Universal Approximation of Visual Autoregressive Transformers
Yifang Chen, Xiaoyu Li, Yingyu Liang, Zhenmei Shi, Zhao Song
TL;DR
The paper addresses whether Visual Autoregressive (VAR) transformers and FlowAR models possess universal approximation capabilities. It develops a formal theory showing that even minimal configurations — a single self-attention layer with up-sampling — can approximate any Lipschitz image-to-image transformation, and extends the results to FlowAR with similar guarantees. The authors introduce the concepts of contextual mapping for attention, analyze up-sampling interactions, and provide perturbation-based proofs that yield explicit error bounds. These results unify transformer universality with VAR/flow-based architectures, offering design principles for efficient, scalable image generation. The findings have practical impact by justifying coarse-to-fine VAR and FlowAR strategies and guiding future architectural choices in generative vision systems.
Abstract
We investigate the fundamental limits of transformer-based foundation models, extending our analysis to include Visual Autoregressive (VAR) transformers. VAR represents a big step toward generating images using a novel, scalable, coarse-to-fine ``next-scale prediction'' framework.
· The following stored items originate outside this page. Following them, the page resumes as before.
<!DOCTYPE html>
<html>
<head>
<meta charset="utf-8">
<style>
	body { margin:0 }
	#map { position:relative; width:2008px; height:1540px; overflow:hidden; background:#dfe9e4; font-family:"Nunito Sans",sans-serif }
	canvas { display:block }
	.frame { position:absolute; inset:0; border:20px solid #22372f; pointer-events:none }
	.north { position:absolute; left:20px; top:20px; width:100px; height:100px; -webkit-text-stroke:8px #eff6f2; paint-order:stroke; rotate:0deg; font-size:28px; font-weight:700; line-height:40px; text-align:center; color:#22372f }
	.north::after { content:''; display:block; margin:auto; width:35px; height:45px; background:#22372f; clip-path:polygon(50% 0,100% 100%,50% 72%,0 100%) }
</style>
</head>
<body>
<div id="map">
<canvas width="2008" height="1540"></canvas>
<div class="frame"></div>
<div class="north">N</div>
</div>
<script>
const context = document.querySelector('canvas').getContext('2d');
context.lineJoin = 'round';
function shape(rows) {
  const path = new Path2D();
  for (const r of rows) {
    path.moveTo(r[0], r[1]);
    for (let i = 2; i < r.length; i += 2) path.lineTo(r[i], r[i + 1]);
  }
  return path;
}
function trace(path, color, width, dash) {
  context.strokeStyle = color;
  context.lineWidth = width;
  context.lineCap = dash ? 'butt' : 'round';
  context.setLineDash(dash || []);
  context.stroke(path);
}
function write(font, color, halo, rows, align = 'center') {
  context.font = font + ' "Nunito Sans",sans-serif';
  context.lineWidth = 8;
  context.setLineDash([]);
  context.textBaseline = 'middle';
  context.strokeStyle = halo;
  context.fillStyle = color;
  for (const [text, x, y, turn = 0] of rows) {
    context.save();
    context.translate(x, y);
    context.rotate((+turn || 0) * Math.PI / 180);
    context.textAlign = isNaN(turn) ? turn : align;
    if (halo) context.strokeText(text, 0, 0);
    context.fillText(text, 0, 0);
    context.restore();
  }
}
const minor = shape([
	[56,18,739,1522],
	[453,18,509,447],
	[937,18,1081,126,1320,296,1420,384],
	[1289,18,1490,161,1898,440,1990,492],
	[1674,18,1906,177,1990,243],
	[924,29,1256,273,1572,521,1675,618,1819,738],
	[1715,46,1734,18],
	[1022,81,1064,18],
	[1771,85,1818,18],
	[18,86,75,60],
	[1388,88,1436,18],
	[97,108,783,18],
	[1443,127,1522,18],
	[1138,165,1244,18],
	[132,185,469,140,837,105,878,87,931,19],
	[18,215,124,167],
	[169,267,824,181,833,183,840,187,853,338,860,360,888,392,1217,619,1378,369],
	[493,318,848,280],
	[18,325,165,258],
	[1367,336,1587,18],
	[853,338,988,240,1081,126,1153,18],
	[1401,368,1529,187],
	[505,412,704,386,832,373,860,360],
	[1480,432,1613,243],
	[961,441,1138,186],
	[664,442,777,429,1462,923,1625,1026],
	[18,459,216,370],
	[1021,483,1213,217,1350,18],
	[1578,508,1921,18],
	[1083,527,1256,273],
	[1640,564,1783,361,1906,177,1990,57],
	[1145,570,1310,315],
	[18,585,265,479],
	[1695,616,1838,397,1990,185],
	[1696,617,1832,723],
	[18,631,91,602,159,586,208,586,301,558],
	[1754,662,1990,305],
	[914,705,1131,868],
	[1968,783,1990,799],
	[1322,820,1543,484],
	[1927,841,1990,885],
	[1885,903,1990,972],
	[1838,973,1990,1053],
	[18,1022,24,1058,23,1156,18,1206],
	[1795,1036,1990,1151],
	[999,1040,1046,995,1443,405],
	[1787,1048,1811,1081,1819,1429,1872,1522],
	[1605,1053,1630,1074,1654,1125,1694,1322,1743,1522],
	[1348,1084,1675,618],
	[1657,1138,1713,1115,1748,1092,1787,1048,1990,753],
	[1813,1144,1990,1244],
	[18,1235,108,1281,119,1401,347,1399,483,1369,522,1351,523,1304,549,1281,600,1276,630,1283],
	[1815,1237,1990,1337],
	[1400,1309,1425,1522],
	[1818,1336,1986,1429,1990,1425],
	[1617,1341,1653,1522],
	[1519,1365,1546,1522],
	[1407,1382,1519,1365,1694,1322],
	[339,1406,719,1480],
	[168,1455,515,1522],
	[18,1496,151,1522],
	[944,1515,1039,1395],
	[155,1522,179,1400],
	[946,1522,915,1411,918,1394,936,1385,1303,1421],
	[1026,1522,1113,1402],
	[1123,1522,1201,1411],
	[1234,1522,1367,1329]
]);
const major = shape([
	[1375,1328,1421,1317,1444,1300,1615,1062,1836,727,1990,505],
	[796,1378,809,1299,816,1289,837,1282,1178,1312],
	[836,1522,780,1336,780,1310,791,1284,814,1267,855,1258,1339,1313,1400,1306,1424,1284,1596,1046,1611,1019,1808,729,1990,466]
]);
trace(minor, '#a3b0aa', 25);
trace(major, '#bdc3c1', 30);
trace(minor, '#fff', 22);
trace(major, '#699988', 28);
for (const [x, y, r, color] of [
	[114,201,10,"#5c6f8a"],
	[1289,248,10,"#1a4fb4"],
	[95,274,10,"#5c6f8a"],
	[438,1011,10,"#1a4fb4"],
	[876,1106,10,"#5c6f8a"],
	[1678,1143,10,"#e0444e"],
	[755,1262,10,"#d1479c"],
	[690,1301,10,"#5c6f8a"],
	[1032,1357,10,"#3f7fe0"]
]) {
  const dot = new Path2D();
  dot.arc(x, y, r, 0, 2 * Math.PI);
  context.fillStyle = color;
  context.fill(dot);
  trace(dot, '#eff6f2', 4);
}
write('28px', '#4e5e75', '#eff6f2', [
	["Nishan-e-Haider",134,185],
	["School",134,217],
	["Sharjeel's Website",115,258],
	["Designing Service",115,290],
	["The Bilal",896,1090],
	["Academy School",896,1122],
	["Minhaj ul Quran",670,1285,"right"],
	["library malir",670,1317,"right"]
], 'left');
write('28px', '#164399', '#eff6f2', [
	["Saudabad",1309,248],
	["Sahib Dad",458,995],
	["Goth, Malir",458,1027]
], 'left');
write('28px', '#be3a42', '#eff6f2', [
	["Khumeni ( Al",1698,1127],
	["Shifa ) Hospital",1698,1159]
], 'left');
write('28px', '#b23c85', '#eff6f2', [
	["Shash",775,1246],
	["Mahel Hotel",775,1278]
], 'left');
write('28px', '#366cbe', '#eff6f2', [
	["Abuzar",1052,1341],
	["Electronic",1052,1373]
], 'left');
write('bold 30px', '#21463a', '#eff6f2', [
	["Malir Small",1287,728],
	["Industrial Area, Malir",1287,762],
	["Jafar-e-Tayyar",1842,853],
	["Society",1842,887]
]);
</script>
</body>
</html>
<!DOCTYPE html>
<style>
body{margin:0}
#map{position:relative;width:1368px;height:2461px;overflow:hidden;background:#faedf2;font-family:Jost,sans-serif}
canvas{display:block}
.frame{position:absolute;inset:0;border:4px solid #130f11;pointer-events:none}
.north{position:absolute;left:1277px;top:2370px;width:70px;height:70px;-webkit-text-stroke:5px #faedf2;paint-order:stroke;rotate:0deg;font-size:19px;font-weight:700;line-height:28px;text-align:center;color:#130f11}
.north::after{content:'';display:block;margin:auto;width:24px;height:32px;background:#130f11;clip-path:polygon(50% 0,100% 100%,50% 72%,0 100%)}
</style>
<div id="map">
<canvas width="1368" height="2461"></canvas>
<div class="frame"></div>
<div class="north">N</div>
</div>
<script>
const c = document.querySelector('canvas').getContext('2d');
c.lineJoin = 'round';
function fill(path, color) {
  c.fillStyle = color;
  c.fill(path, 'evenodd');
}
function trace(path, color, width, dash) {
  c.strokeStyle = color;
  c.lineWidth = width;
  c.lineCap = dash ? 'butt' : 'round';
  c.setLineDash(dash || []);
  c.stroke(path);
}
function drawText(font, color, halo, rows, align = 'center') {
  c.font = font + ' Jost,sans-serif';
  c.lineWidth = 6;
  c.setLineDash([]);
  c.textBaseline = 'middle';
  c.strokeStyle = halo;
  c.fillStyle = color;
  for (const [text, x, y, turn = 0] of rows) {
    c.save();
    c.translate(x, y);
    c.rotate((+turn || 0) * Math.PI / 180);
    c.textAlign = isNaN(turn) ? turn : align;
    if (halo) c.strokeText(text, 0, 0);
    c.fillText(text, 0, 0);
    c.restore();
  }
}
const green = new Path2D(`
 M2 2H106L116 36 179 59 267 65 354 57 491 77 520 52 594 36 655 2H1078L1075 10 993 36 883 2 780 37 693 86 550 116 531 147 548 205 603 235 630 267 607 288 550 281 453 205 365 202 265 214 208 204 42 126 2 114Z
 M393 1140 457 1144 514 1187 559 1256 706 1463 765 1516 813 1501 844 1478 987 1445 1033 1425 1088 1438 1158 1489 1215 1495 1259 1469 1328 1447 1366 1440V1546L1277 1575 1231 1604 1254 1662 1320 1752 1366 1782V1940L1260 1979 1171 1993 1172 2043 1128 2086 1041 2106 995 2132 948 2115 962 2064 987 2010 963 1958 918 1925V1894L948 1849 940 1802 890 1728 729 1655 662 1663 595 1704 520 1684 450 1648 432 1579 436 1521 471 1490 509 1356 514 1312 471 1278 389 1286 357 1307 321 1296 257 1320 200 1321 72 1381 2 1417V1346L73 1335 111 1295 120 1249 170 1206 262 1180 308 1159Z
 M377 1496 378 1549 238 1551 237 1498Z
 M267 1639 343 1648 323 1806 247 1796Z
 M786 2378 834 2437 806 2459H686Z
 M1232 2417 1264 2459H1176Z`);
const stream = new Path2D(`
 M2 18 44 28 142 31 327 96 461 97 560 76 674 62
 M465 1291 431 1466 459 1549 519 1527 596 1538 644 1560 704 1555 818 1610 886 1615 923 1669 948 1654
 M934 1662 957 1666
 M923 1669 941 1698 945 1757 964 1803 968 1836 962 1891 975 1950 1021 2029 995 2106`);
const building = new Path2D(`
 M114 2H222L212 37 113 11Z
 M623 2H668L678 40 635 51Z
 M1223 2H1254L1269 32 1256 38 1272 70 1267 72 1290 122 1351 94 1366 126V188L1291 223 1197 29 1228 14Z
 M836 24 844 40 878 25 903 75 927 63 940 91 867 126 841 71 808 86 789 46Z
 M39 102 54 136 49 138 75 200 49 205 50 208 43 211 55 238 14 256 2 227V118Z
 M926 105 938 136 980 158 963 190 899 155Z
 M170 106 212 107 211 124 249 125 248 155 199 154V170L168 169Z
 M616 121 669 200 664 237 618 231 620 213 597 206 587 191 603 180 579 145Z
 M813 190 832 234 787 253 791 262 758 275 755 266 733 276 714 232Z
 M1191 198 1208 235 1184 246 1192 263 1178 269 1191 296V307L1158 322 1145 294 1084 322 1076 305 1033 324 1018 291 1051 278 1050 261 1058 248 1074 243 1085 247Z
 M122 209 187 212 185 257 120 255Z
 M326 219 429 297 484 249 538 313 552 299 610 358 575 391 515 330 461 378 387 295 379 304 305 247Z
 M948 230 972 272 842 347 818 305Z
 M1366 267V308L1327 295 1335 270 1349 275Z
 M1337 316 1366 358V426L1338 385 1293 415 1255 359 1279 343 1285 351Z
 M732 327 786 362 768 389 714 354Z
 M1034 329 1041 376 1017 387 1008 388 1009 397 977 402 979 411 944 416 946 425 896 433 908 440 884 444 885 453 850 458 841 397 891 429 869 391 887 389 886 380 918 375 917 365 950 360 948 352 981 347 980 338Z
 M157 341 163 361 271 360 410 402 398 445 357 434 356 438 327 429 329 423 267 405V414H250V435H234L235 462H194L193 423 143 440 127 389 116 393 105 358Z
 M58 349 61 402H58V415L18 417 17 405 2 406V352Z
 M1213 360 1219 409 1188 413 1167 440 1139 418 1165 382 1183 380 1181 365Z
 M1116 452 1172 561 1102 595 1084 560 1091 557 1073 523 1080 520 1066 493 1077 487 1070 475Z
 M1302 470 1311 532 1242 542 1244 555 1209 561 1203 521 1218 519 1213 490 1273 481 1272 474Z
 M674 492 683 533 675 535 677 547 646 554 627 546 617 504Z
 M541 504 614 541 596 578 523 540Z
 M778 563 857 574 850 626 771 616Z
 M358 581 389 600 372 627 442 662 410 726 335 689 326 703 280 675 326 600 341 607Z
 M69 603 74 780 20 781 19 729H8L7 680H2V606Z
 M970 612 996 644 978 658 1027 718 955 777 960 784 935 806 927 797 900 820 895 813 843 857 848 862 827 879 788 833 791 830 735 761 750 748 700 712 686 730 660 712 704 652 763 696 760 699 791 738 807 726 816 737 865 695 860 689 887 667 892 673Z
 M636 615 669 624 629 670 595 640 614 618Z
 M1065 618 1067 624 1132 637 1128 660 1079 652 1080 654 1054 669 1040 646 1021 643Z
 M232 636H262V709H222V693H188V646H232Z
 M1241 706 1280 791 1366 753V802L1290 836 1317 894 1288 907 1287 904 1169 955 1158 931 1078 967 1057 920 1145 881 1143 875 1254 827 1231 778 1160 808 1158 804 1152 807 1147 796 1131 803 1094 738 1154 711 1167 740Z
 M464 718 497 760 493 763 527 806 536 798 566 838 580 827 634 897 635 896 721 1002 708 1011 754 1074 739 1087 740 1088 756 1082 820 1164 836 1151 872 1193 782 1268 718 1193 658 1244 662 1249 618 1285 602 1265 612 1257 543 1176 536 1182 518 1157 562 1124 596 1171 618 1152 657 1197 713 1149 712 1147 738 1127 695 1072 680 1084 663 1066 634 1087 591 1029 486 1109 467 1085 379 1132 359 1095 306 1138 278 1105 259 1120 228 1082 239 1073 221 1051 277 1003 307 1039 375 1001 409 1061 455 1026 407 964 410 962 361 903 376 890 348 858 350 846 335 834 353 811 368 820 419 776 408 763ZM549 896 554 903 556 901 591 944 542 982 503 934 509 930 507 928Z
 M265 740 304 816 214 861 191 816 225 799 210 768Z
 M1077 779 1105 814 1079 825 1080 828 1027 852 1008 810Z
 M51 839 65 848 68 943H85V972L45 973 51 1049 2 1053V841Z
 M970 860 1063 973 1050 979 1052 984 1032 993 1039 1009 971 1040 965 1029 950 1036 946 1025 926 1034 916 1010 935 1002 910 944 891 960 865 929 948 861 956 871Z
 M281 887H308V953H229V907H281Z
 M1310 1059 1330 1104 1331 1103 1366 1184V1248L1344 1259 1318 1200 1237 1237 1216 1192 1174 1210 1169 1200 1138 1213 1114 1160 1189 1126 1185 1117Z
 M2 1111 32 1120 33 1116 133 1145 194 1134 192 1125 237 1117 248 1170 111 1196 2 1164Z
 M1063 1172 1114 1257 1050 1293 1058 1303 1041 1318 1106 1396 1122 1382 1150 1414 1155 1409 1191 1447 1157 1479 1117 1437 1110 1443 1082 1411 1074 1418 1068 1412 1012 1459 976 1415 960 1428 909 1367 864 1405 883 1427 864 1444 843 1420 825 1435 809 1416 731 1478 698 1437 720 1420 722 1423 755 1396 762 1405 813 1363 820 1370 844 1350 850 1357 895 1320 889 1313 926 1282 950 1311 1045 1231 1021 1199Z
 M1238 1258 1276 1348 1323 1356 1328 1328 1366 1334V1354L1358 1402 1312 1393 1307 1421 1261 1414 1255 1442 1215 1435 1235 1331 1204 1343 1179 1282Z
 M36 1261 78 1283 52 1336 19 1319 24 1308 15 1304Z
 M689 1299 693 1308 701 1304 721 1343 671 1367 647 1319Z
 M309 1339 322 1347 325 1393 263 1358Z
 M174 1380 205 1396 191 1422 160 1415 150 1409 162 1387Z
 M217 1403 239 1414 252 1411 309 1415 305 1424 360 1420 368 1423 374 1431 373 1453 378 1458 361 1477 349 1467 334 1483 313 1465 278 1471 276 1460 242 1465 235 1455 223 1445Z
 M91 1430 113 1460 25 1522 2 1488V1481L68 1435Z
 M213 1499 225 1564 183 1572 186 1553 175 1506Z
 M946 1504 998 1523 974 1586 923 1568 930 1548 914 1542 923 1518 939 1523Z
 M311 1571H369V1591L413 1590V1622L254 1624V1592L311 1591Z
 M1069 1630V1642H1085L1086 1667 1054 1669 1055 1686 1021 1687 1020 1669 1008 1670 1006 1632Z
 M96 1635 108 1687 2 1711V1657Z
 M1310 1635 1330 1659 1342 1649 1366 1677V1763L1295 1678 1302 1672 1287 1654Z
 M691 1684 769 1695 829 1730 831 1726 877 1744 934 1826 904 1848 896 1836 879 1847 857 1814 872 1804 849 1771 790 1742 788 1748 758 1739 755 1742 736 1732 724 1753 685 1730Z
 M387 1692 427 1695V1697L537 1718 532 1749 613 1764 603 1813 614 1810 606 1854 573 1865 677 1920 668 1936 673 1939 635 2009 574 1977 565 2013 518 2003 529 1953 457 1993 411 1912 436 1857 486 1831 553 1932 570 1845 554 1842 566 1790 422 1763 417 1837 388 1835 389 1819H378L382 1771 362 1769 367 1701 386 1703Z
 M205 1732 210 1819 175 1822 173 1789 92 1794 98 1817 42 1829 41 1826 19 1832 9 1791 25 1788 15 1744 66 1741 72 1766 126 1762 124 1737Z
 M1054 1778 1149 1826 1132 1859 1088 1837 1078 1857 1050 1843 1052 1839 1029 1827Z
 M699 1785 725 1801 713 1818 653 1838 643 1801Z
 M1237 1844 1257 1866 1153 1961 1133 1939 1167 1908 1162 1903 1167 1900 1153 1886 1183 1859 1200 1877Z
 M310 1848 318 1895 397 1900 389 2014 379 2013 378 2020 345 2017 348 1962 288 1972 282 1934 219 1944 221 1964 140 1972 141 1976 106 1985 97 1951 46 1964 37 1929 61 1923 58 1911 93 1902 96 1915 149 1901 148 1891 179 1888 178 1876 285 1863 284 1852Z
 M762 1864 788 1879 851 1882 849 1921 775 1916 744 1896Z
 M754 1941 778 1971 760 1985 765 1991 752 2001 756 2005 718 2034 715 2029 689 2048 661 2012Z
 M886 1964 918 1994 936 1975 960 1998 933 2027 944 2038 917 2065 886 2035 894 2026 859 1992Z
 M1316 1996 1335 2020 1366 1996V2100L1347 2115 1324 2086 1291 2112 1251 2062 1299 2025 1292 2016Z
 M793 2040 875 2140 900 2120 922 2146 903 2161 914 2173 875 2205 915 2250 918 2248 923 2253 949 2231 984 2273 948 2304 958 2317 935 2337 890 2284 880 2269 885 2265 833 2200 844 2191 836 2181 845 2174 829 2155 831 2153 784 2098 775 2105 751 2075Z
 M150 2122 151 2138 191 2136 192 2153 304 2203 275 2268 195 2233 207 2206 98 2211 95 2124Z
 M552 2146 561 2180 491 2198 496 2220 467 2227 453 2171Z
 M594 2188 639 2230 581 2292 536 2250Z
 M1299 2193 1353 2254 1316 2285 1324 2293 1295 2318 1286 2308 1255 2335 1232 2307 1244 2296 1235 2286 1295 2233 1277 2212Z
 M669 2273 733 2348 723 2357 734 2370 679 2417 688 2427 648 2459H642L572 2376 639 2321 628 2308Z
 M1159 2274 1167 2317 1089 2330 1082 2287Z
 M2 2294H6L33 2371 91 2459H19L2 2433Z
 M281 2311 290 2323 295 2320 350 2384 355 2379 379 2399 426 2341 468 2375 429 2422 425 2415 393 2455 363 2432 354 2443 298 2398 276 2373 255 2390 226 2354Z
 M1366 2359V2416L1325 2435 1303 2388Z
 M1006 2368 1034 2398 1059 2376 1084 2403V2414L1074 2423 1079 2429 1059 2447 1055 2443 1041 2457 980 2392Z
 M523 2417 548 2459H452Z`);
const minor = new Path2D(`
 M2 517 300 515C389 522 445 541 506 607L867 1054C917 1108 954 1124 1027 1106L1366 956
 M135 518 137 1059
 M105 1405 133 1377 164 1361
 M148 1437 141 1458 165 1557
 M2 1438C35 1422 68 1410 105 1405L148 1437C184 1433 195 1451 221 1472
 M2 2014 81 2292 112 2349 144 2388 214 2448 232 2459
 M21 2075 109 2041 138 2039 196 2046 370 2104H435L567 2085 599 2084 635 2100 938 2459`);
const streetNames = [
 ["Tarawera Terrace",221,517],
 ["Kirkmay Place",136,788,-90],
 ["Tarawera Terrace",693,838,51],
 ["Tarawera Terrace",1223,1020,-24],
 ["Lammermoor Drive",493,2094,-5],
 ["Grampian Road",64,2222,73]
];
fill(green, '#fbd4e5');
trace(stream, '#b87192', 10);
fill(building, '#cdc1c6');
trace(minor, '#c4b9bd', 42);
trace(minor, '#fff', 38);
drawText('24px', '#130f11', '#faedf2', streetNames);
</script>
These models set a new quality bar, outperforming all previous methods, including Diffusion Transformers, while having state-of-the-art performance for image synthesis tasks. Our primary contributions establish that, for single-head VAR transformers with a single self-attention layer and single interpolation layer, the VAR Transformer is universal. From the statistical perspective, we prove that such simple VAR transformers are universal approximators for any image-to-image Lipschitz functions. Furthermore, we demonstrate that flow-based autoregressive transformers inherit similar approximation capabilities. Our results provide important design principles for effective and computationally efficient VAR Transformer strategies that can be used to extend their utility to more sophisticated VAR models in image generation and other related areas.